= Beginning of Section =

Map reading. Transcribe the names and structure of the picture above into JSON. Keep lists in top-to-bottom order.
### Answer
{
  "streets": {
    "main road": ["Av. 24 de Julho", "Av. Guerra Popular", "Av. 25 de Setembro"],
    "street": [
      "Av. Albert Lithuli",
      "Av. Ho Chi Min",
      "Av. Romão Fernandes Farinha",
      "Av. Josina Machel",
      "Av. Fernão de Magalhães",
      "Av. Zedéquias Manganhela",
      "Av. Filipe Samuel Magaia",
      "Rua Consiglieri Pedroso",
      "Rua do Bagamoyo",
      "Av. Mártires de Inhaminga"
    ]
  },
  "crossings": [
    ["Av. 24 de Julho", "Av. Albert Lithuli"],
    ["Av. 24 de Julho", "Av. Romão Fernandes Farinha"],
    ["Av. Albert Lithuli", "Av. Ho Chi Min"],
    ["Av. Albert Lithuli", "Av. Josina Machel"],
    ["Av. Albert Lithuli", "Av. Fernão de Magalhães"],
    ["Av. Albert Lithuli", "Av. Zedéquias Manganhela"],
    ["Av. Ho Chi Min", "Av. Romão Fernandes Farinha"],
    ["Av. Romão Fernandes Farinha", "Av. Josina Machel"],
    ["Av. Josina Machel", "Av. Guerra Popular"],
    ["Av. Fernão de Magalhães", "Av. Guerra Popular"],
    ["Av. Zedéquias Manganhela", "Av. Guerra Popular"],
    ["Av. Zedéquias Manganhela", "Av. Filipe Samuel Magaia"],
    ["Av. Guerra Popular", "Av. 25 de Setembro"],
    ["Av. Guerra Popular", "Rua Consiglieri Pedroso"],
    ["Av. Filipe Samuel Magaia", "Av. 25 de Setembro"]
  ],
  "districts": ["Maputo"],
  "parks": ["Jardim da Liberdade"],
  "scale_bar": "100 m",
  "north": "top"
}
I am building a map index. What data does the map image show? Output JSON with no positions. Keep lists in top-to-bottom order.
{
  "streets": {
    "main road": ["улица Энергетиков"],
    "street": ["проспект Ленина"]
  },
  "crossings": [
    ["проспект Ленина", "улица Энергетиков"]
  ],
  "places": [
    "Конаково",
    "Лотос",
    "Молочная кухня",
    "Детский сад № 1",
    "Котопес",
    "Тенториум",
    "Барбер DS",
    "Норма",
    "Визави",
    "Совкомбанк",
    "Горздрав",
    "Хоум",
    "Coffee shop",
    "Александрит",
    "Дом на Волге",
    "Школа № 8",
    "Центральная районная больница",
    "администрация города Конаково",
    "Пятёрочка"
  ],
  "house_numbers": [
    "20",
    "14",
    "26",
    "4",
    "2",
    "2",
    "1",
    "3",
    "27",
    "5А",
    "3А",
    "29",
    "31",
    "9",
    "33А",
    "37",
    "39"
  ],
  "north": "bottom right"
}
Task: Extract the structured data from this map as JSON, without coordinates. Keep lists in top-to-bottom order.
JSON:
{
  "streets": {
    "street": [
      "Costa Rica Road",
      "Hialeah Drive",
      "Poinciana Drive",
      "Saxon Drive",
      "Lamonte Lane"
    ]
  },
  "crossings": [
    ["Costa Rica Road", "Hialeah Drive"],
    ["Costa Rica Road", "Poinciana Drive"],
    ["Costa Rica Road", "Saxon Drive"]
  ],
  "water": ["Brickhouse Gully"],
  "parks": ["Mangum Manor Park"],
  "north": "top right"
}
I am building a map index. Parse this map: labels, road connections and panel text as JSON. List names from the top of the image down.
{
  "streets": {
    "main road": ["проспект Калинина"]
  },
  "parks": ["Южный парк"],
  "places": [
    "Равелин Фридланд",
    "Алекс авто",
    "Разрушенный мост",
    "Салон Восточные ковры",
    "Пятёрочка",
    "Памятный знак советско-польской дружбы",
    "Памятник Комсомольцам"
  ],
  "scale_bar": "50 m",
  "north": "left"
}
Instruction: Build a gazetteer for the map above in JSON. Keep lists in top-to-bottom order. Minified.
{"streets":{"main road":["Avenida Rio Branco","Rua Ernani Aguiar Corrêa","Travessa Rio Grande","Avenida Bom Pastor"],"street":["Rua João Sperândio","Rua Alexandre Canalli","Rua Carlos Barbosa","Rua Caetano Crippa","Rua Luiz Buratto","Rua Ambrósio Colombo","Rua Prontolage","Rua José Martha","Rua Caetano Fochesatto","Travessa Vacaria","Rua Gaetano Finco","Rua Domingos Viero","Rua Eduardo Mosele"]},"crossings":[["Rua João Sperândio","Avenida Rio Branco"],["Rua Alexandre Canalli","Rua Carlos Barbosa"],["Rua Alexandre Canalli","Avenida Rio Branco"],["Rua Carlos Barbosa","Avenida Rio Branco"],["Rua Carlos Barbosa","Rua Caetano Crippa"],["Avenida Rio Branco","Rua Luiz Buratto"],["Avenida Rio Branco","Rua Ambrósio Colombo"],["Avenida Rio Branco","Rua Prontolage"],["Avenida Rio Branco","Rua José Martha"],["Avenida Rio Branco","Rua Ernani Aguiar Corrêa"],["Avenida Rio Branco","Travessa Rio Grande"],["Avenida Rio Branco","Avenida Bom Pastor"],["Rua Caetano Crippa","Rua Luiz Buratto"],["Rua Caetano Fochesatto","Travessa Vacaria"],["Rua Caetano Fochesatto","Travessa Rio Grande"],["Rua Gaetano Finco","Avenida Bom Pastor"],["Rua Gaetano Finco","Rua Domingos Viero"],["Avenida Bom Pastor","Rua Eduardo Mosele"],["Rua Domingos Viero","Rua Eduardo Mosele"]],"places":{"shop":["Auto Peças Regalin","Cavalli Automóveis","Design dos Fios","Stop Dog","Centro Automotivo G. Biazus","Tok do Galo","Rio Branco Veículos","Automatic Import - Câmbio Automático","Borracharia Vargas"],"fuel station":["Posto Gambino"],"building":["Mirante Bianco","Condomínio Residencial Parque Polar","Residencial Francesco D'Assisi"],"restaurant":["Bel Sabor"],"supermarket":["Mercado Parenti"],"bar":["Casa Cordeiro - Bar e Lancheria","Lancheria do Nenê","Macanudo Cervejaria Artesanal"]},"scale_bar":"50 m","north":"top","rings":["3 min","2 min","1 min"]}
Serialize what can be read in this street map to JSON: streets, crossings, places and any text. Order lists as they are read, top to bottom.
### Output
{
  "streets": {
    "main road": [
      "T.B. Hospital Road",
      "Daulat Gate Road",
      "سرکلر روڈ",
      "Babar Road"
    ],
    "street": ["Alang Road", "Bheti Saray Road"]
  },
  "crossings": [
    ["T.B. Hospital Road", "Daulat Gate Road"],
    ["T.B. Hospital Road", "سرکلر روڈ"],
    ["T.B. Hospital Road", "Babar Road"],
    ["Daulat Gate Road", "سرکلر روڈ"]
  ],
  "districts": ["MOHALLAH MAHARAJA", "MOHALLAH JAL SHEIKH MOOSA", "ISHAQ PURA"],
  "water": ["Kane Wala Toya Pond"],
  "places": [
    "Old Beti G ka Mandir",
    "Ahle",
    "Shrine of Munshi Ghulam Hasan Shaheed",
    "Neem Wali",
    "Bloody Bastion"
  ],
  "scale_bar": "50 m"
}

= End of Section =

* [Aim of the exercise]:
Each entry above is to be copied out exactly.

* [Output for this task]:
Map reading. Transcribe the names and structure of the picture above into JSON. Keep lists in top-to-bottom order.
### Answer
{
  "streets": {
    "main road": ["Av. 24 de Julho", "Av. Guerra Popular", "Av. 25 de Setembro"],
    "street": [
      "Av. Albert Lithuli",
      "Av. Ho Chi Min",
      "Av. Romão Fernandes Farinha",
      "Av. Josina Machel",
      "Av. Fernão de Magalhães",
      "Av. Zedéquias Manganhela",
      "Av. Filipe Samuel Magaia",
      "Rua Consiglieri Pedroso",
      "Rua do Bagamoyo",
      "Av. Mártires de Inhaminga"
    ]
  },
  "crossings": [
    ["Av. 24 de Julho", "Av. Albert Lithuli"],
    ["Av. 24 de Julho", "Av. Romão Fernandes Farinha"],
    ["Av. Albert Lithuli", "Av. Ho Chi Min"],
    ["Av. Albert Lithuli", "Av. Josina Machel"],
    ["Av. Albert Lithuli", "Av. Fernão de Magalhães"],
    ["Av. Albert Lithuli", "Av. Zedéquias Manganhela"],
    ["Av. Ho Chi Min", "Av. Romão Fernandes Farinha"],
    ["Av. Romão Fernandes Farinha", "Av. Josina Machel"],
    ["Av. Josina Machel", "Av. Guerra Popular"],
    ["Av. Fernão de Magalhães", "Av. Guerra Popular"],
    ["Av. Zedéquias Manganhela", "Av. Guerra Popular"],
    ["Av. Zedéquias Manganhela", "Av. Filipe Samuel Magaia"],
    ["Av. Guerra Popular", "Av. 25 de Setembro"],
    ["Av. Guerra Popular", "Rua Consiglieri Pedroso"],
    ["Av. Filipe Samuel Magaia", "Av. 25 de Setembro"]
  ],
  "districts": ["Maputo"],
  "parks": ["Jardim da Liberdade"],
  "scale_bar": "100 m",
  "north": "top"
}
I am building a map index. What data does the map image show? Output JSON with no positions. Keep lists in top-to-bottom order.
{
  "streets": {
    "main road": ["улица Энергетиков"],
    "street": ["проспект Ленина"]
  },
  "crossings": [
    ["проспект Ленина", "улица Энергетиков"]
  ],
  "places": [
    "Конаково",
    "Лотос",
    "Молочная кухня",
    "Детский сад № 1",
    "Котопес",
    "Тенториум",
    "Барбер DS",
    "Норма",
    "Визави",
    "Совкомбанк",
    "Горздрав",
    "Хоум",
    "Coffee shop",
    "Александрит",
    "Дом на Волге",
    "Школа № 8",
    "Центральная районная больница",
    "администрация города Конаково",
    "Пятёрочка"
  ],
  "house_numbers": [
    "20",
    "14",
    "26",
    "4",
    "2",
    "2",
    "1",
    "3",
    "27",
    "5А",
    "3А",
    "29",
    "31",
    "9",
    "33А",
    "37",
    "39"
  ],
  "north": "bottom right"
}
Task: Extract the structured data from this map as JSON, without coordinates. Keep lists in top-to-bottom order.
JSON:
{
  "streets": {
    "street": [
      "Costa Rica Road",
      "Hialeah Drive",
      "Poinciana Drive",
      "Saxon Drive",
      "Lamonte Lane"
    ]
  },
  "crossings": [
    ["Costa Rica Road", "Hialeah Drive"],
    ["Costa Rica Road", "Poinciana Drive"],
    ["Costa Rica Road", "Saxon Drive"]
  ],
  "water": ["Brickhouse Gully"],
  "parks": ["Mangum Manor Park"],
  "north": "top right"
}
I am building a map index. Parse this map: labels, road connections and panel text as JSON. List names from the top of the image down.
{
  "streets": {
    "main road": ["проспект Калинина"]
  },
  "parks": ["Южный парк"],
  "places": [
    "Равелин Фридланд",
    "Алекс авто",
    "Разрушенный мост",
    "Салон Восточные ковры",
    "Пятёрочка",
    "Памятный знак советско-польской дружбы",
    "Памятник Комсомольцам"
  ],
  "scale_bar": "50 m",
  "north": "left"
}
Instruction: Build a gazetteer for the map above in JSON. Keep lists in top-to-bottom order. Minified.
{"streets":{"main road":["Avenida Rio Branco","Rua Ernani Aguiar Corrêa","Travessa Rio Grande","Avenida Bom Pastor"],"street":["Rua João Sperândio","Rua Alexandre Canalli","Rua Carlos Barbosa","Rua Caetano Crippa","Rua Luiz Buratto","Rua Ambrósio Colombo","Rua Prontolage","Rua José Martha","Rua Caetano Fochesatto","Travessa Vacaria","Rua Gaetano Finco","Rua Domingos Viero","Rua Eduardo Mosele"]},"crossings":[["Rua João Sperândio","Avenida Rio Branco"],["Rua Alexandre Canalli","Rua Carlos Barbosa"],["Rua Alexandre Canalli","Avenida Rio Branco"],["Rua Carlos Barbosa","Avenida Rio Branco"],["Rua Carlos Barbosa","Rua Caetano Crippa"],["Avenida Rio Branco","Rua Luiz Buratto"],["Avenida Rio Branco","Rua Ambrósio Colombo"],["Avenida Rio Branco","Rua Prontolage"],["Avenida Rio Branco","Rua José Martha"],["Avenida Rio Branco","Rua Ernani Aguiar Corrêa"],["Avenida Rio Branco","Travessa Rio Grande"],["Avenida Rio Branco","Avenida Bom Pastor"],["Rua Caetano Crippa","Rua Luiz Buratto"],["Rua Caetano Fochesatto","Travessa Vacaria"],["Rua Caetano Fochesatto","Travessa Rio Grande"],["Rua Gaetano Finco","Avenida Bom Pastor"],["Rua Gaetano Finco","Rua Domingos Viero"],["Avenida Bom Pastor","Rua Eduardo Mosele"],["Rua Domingos Viero","Rua Eduardo Mosele"]],"places":{"shop":["Auto Peças Regalin","Cavalli Automóveis","Design dos Fios","Stop Dog","Centro Automotivo G. Biazus","Tok do Galo","Rio Branco Veículos","Automatic Import - Câmbio Automático","Borracharia Vargas"],"fuel station":["Posto Gambino"],"building":["Mirante Bianco","Condomínio Residencial Parque Polar","Residencial Francesco D'Assisi"],"restaurant":["Bel Sabor"],"supermarket":["Mercado Parenti"],"bar":["Casa Cordeiro - Bar e Lancheria","Lancheria do Nenê","Macanudo Cervejaria Artesanal"]},"scale_bar":"50 m","north":"top","rings":["3 min","2 min","1 min"]}
Serialize what can be read in this street map to JSON: streets, crossings, places and any text. Order lists as they are read, top to bottom.
### Output
{
  "streets": {
    "main road": [
      "T.B. Hospital Road",
      "Daulat Gate Road",
      "سرکلر روڈ",
      "Babar Road"
    ],
    "street": ["Alang Road", "Bheti Saray Road"]
  },
  "crossings": [
    ["T.B. Hospital Road", "Daulat Gate Road"],
    ["T.B. Hospital Road", "سرکلر روڈ"],
    ["T.B. Hospital Road", "Babar Road"],
    ["Daulat Gate Road", "سرکلر روڈ"]
  ],
  "districts": ["MOHALLAH MAHARAJA", "MOHALLAH JAL SHEIKH MOOSA", "ISHAQ PURA"],
  "water": ["Kane Wala Toya Pond"],
  "places": [
    "Old Beti G ka Mandir",
    "Ahle",
    "Shrine of Munshi Ghulam Hasan Shaheed",
    "Neem Wali",
    "Bloody Bastion"
  ],
  "scale_bar": "50 m"
}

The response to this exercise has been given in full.